10 years ago, getting arrested for wearing a tshirt with some text on it, would be on an iran/north korea level of shitty governments, something that could never happen "at home" (in uk, eu,...)... now it's somehow become "shitty, but not as bad, because in some other land you'd get shot instead," (and similar excuses). How much closer must UK come to iranian levels, before you start seeing the parallels between the behaviour of the two governments?
We were pointing out "the great firewall of china" not so many years ago as a horrible thing, now we have censorship in EU. How many sites must be added to the EU list to become an equivalent of the chinese "firewall"?
This behaviour has to be stopped now, when it's just arrest and excuses, and not after 10 years when people start getting shot for protesting here too.
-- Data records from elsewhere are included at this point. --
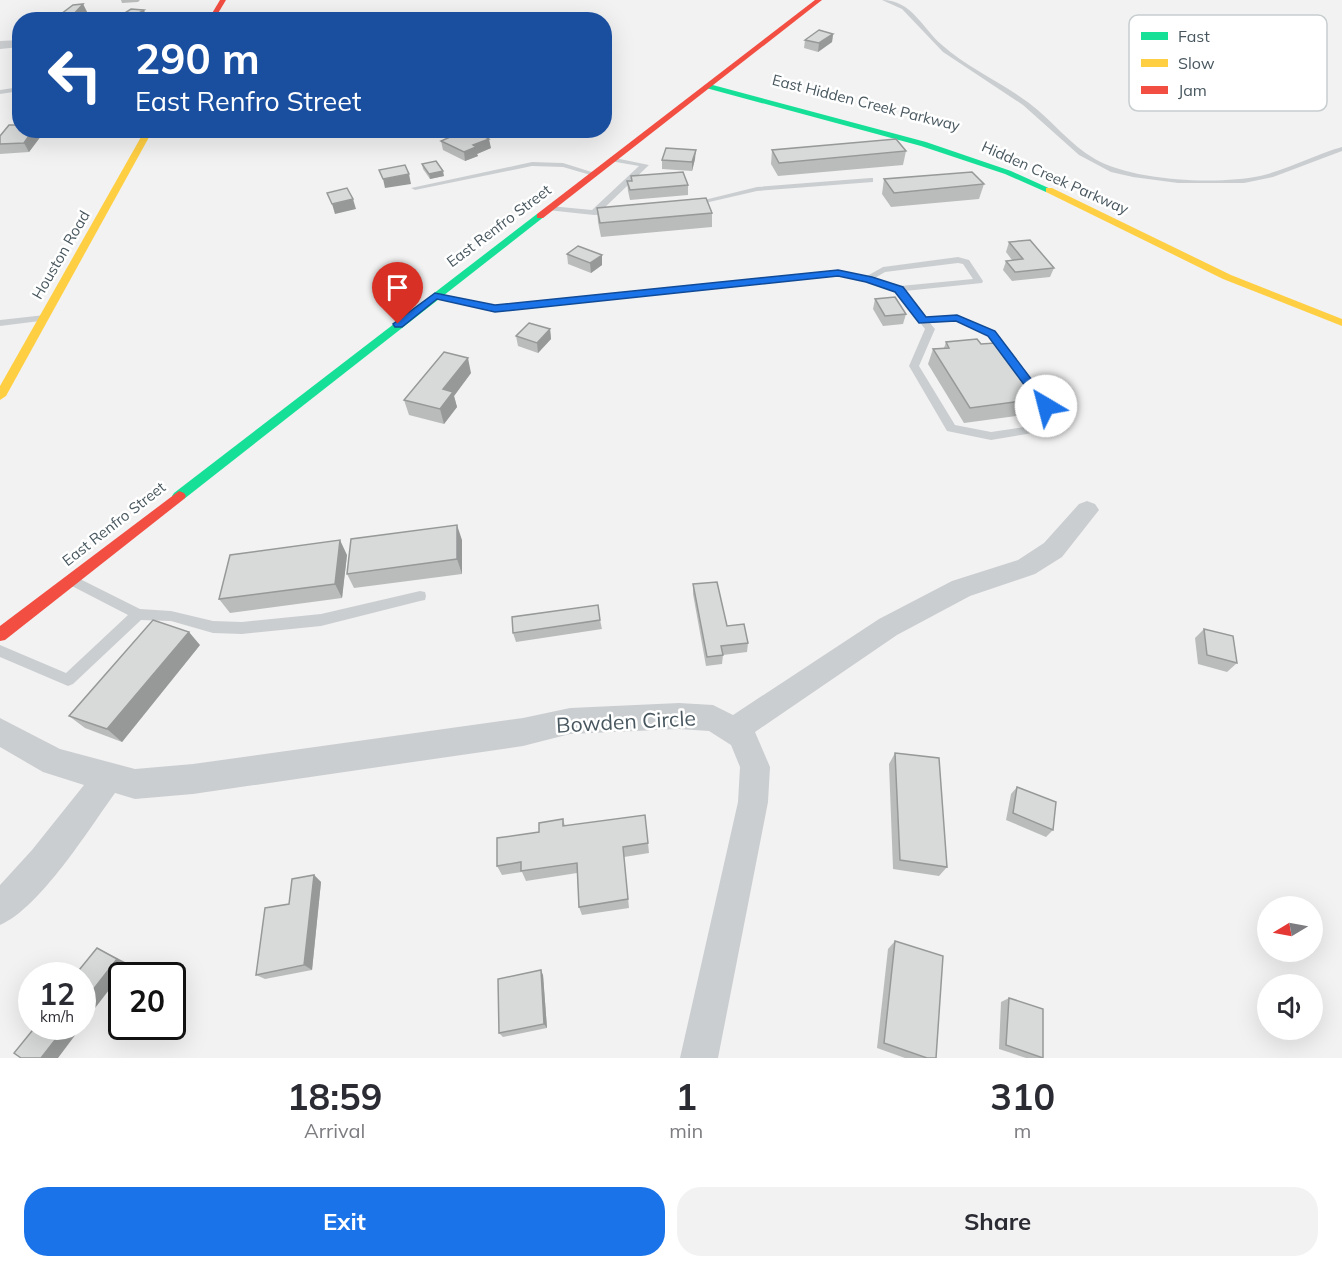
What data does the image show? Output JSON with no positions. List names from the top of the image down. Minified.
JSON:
{"streets":{"main road":["East Hidden Creek Parkway","Hidden Creek Parkway","East Renfro Street","Houston Road"],"street":["Bowden Circle"]},"crossings":[["East Hidden Creek Parkway","Hidden Creek Parkway"],["East Hidden Creek Parkway","East Renfro Street"],["Hidden Creek Parkway","East Renfro Street"]],"legend":["Fast","Slow","Jam"],"north":"left","page":{"turn":["290 m","East Renfro Street"],"speed":"12 km/h","limit":"20","eta":["18:59","Arrival","1","min","310","m"],"buttons":["Exit","Share"]}}
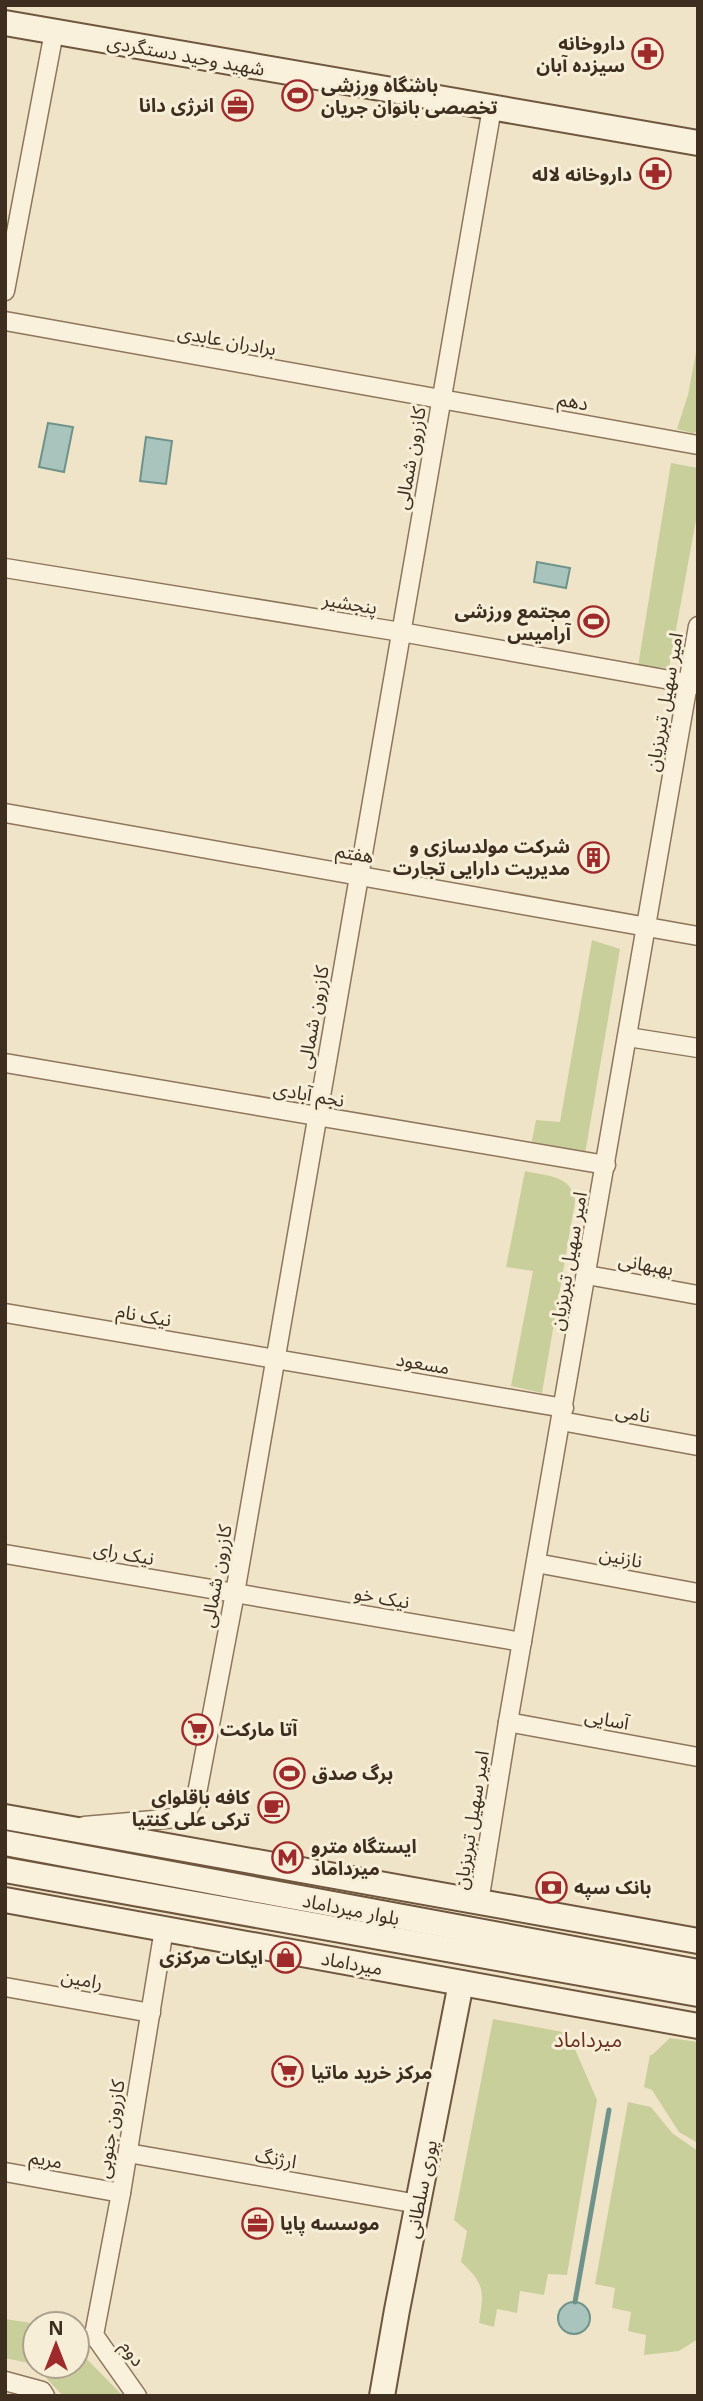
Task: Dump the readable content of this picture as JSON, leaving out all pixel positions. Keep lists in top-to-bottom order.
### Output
{
  "streets": {
    "main road": [
      "شهید وحید دستگردی",
      "بلوار میرداماد",
      "میرداماد",
      "پوری سلطانی"
    ],
    "street": [
      "برادران عابدی",
      "دهم",
      "کازرون شمالی",
      "پنجشیر",
      "امیر سهیل تبریزیان",
      "هفتم",
      "نجم آبادی",
      "بهبهانی",
      "نیک نام",
      "مسعود",
      "نامی",
      "نیک رای",
      "نازنین",
      "نیک خو",
      "آسایی",
      "رامین",
      "کازرون جنوبی",
      "ارژنگ",
      "مریم",
      "دوم"
    ]
  },
  "crossings": [
    ["شهید وحید دستگردی", "کازرون شمالی"],
    ["برادران عابدی", "دهم"],
    ["برادران عابدی", "کازرون شمالی"],
    ["دهم", "کازرون شمالی"],
    ["کازرون شمالی", "پنجشیر"],
    ["کازرون شمالی", "هفتم"],
    ["کازرون شمالی", "نجم آبادی"],
    ["کازرون شمالی", "نیک نام"],
    ["کازرون شمالی", "مسعود"],
    ["کازرون شمالی", "نیک رای"],
    ["کازرون شمالی", "نیک خو"],
    ["پنجشیر", "امیر سهیل تبریزیان"],
    ["امیر سهیل تبریزیان", "هفتم"],
    ["امیر سهیل تبریزیان", "نجم آبادی"],
    ["امیر سهیل تبریزیان", "بهبهانی"],
    ["امیر سهیل تبریزیان", "مسعود"],
    ["امیر سهیل تبریزیان", "نامی"],
    ["امیر سهیل تبریزیان", "نازنین"],
    ["امیر سهیل تبریزیان", "نیک خو"],
    ["امیر سهیل تبریزیان", "آسایی"],
    ["نیک نام", "مسعود"],
    ["مسعود", "نامی"],
    ["نیک رای", "نیک خو"],
    ["میرداماد", "کازرون جنوبی"],
    ["میرداماد", "پوری سلطانی"],
    ["رامین", "کازرون جنوبی"],
    ["کازرون جنوبی", "ارژنگ"],
    ["کازرون جنوبی", "مریم"],
    ["کازرون جنوبی", "دوم"],
    ["ارژنگ", "پوری سلطانی"]
  ],
  "districts": ["میرداماد"],
  "places": {
    "pharmacy": ["داروخانه سیزده آبان", "داروخانه لاله"],
    "sports": ["باشگاه ورزشی تخصصی بانوان جریان", "مجتمع ورزشی آرامیس", "برگ صدق"],
    "office": ["انرژی دانا", "موسسه پایا"],
    "building": ["شرکت مولدسازی و مدیریت دارایی تجارت"],
    "supermarket": ["آتا مارکت", "مرکز خرید ماتیا"],
    "cafe": ["کافه باقلوای ترکی علی کنتیا"],
    "metro station": ["ایستگاه مترو میرداماد"],
    "bank": ["بانک سپه"],
    "shop": ["ایکات مرکزی"]
  },
  "north": "top"
}
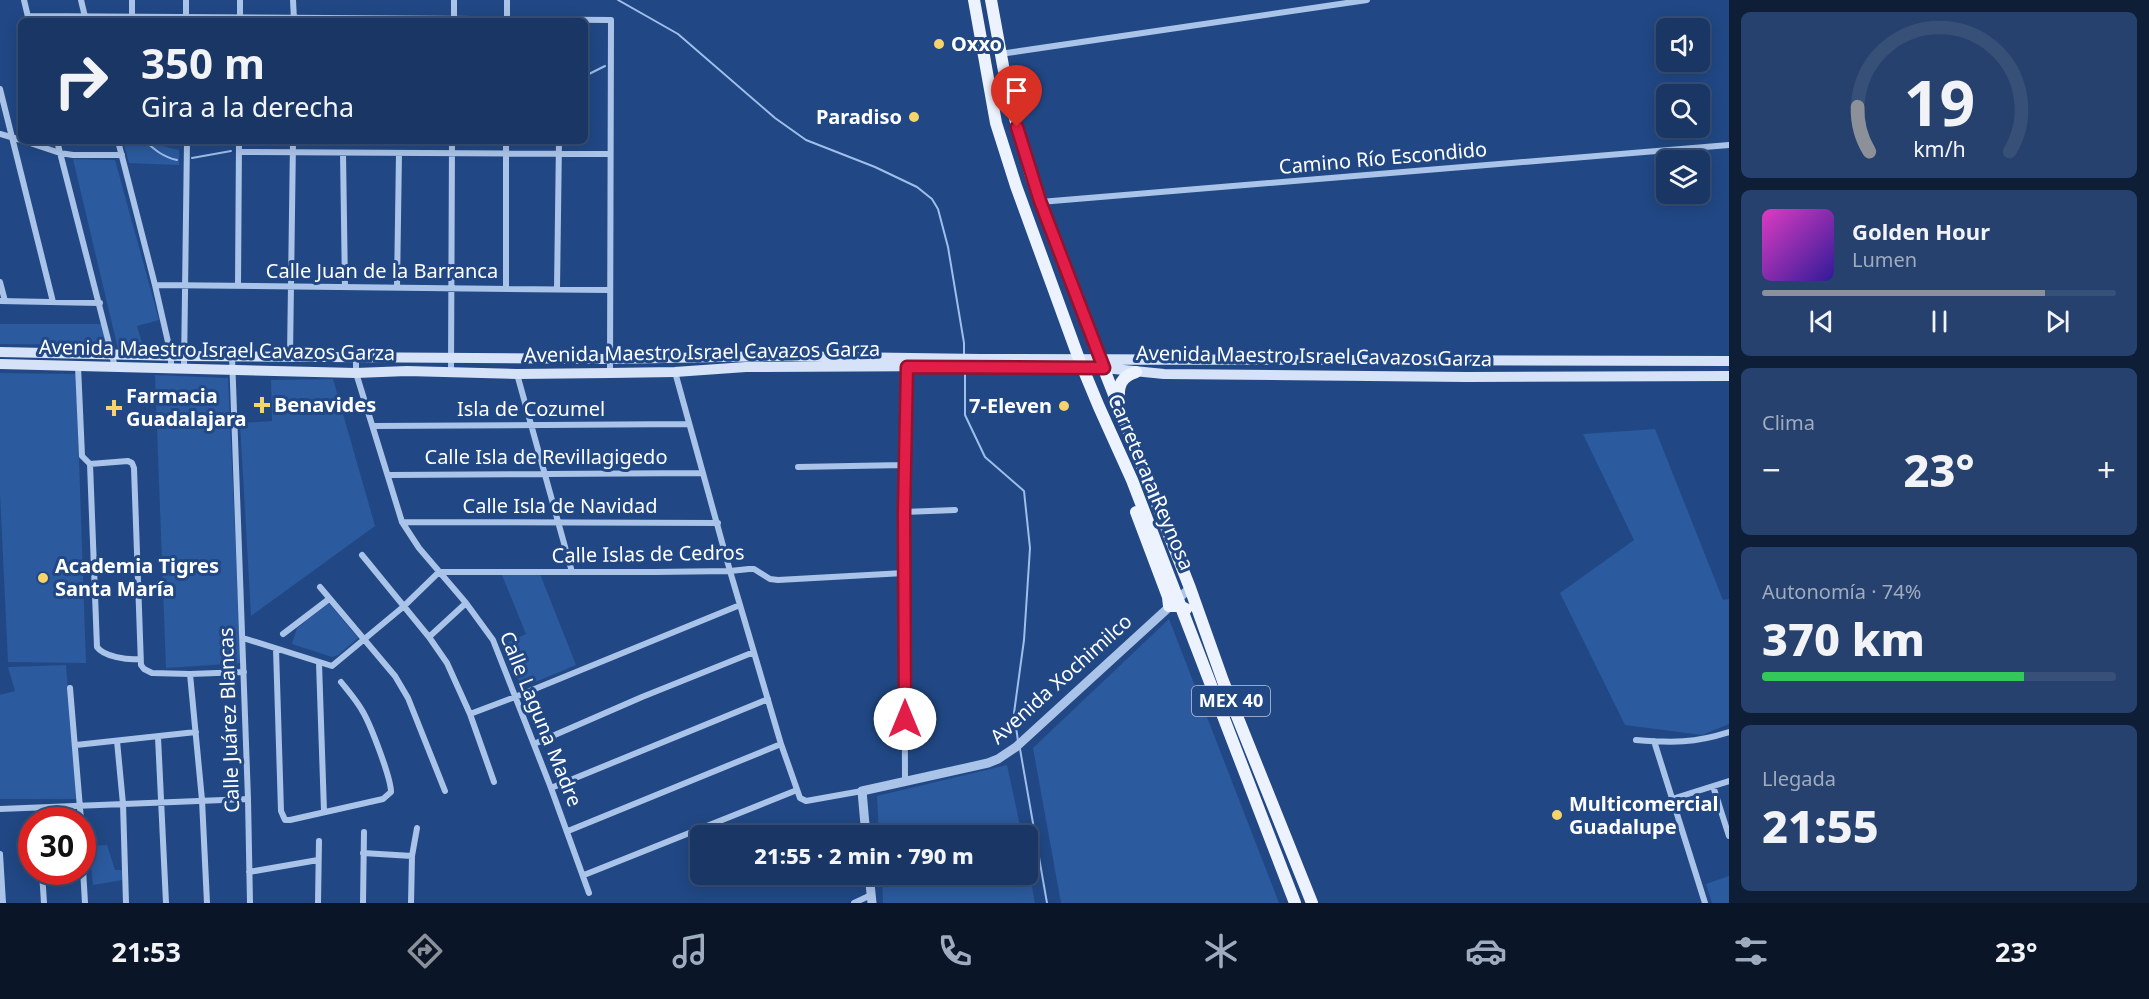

The important point is, if the erosion of civil liberties continues, these governments are losing their high ground. They must stop.
As in the Cold War, I would give an allowance for the West to still be preferable (modulo strict rights record) if they actually muster some sort of power to confront tyranny. But if the rulers only want cheap rhetoric wins, no.
If South American dictatorships could have their way with less blood and less noise, don't you think they would prefer that?
I'm reminded of a tragicomic recent admission from Nate Silver of 538 fame. He said Disney almost never interfered in their editorial process, as if that was a good thing. What that really meant, after all, was that Disney was perfectly willing to interfere in their editorial process, but almost never felt the need to. (As you would expect. I mean, why would Disney care about political polling?)
Could it similarly be that the UK government is perfectly willing to engage in brutal political suppression, but rarely has a need to? In that case maybe people are right to sound the alarm even though we haven't reached South American dictatorship levels yet.
It still stinks through and through of course.
I think it's likely they will get still more scared that they won't, and ramp up the brutality accordingly.
The path forward is clear: Reform gets into power, builds their own paramilitary "immigration enforcement" groups a la ICE, and you get the occasional summary execution in the streets, along with arrests based on UKs unmatched surveillance system.
And even if the man was wearing a proper "Palestine Action" shirt that'd still be pretty concerning. It is an insane stretch to say that wearing a shirt represents a matter for police action. How far the world has moved on from when the UK could be considered a forward-thinking bastion of liberalism.
Whatever is happening in SA might be as bad, I suppose, but I don't speak Spanish or have any family connection there so I'm not going to look it up. Although if they're genocidal then they should stop too, should that need to be said.
[0] https://en.wikipedia.org/wiki/South_Africa's_genocide_case_a...
If you’re not aware of the history of people being disappeared by states such as Chile under Pinochet, or more broadly what it means for a state to disappear someone, that’s kinda on you.
Either way these are not equivalent actions.
Yes, it’s suppression of free speech in a chilling manner. I hate it. No, it’s not the same as suppressing that speech by taking someone and holding them in a secret prison for years and/or killing them.
Sure. Though in the UK I give you Julian Assange - 5 years in BellMarsh, mostly in total isolation as if he was some major threat.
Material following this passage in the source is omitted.